*** Data excerpts ***

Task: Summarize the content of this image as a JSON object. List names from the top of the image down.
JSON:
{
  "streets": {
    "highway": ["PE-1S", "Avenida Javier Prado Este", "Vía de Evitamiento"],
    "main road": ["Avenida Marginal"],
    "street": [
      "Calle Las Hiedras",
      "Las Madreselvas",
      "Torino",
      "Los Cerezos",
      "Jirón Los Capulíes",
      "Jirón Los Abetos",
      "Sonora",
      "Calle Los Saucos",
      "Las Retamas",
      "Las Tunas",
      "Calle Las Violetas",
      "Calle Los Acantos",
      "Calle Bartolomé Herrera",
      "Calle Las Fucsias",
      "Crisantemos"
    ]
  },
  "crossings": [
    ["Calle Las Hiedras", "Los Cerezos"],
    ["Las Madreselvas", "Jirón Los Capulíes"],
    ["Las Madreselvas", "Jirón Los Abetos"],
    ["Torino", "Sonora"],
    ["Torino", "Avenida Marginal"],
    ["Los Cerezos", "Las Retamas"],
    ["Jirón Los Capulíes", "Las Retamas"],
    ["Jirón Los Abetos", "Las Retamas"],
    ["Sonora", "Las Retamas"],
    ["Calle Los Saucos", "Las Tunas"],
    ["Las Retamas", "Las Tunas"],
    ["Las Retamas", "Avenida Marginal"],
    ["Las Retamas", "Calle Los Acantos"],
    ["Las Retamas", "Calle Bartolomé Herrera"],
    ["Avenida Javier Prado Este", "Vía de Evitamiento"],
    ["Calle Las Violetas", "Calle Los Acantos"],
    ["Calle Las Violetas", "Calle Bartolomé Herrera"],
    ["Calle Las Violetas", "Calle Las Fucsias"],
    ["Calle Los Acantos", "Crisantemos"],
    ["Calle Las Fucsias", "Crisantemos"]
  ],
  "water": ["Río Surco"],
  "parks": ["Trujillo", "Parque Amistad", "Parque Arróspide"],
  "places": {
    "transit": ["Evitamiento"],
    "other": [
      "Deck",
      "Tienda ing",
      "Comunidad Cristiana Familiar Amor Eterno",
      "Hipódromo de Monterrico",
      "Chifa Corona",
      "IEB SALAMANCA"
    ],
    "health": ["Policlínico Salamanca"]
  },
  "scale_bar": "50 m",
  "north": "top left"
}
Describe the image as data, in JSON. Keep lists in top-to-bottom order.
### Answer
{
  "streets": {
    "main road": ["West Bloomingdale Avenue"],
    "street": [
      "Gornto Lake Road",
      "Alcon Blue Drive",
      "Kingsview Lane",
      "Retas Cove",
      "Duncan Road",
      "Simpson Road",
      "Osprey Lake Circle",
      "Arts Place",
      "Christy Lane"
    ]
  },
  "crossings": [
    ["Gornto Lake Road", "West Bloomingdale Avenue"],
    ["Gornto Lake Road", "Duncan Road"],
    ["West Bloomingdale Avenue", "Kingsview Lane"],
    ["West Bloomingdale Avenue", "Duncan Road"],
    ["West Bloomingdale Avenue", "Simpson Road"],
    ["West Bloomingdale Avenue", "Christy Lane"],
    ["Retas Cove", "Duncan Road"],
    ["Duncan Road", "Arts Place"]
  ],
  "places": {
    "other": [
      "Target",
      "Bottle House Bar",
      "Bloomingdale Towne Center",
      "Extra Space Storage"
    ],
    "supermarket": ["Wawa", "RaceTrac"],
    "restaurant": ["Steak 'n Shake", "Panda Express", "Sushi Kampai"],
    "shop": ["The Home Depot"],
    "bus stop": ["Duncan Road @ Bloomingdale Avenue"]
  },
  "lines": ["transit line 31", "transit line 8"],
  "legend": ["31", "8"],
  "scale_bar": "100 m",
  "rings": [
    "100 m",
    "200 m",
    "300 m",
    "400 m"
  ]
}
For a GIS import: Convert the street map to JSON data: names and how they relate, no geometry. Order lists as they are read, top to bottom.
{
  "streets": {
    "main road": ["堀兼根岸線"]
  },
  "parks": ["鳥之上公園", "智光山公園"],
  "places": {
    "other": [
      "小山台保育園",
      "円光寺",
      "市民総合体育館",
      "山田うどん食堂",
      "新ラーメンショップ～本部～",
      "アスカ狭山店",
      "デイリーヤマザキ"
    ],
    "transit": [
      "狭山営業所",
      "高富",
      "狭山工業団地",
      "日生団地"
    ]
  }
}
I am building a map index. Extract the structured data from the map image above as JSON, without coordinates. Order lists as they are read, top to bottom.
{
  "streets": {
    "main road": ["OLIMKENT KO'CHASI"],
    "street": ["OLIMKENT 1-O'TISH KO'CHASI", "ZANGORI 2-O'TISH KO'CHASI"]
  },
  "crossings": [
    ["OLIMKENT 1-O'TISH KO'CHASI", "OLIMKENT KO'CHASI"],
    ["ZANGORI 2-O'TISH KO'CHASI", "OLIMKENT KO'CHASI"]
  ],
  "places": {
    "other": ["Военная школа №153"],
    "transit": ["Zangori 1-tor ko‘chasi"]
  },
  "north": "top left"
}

*** End of Data excerpts ***

- **Exercise objective**
Your answer should be the number of lines in the records that contain the word "Marginal", with nothing added.

- **Output of the task**
3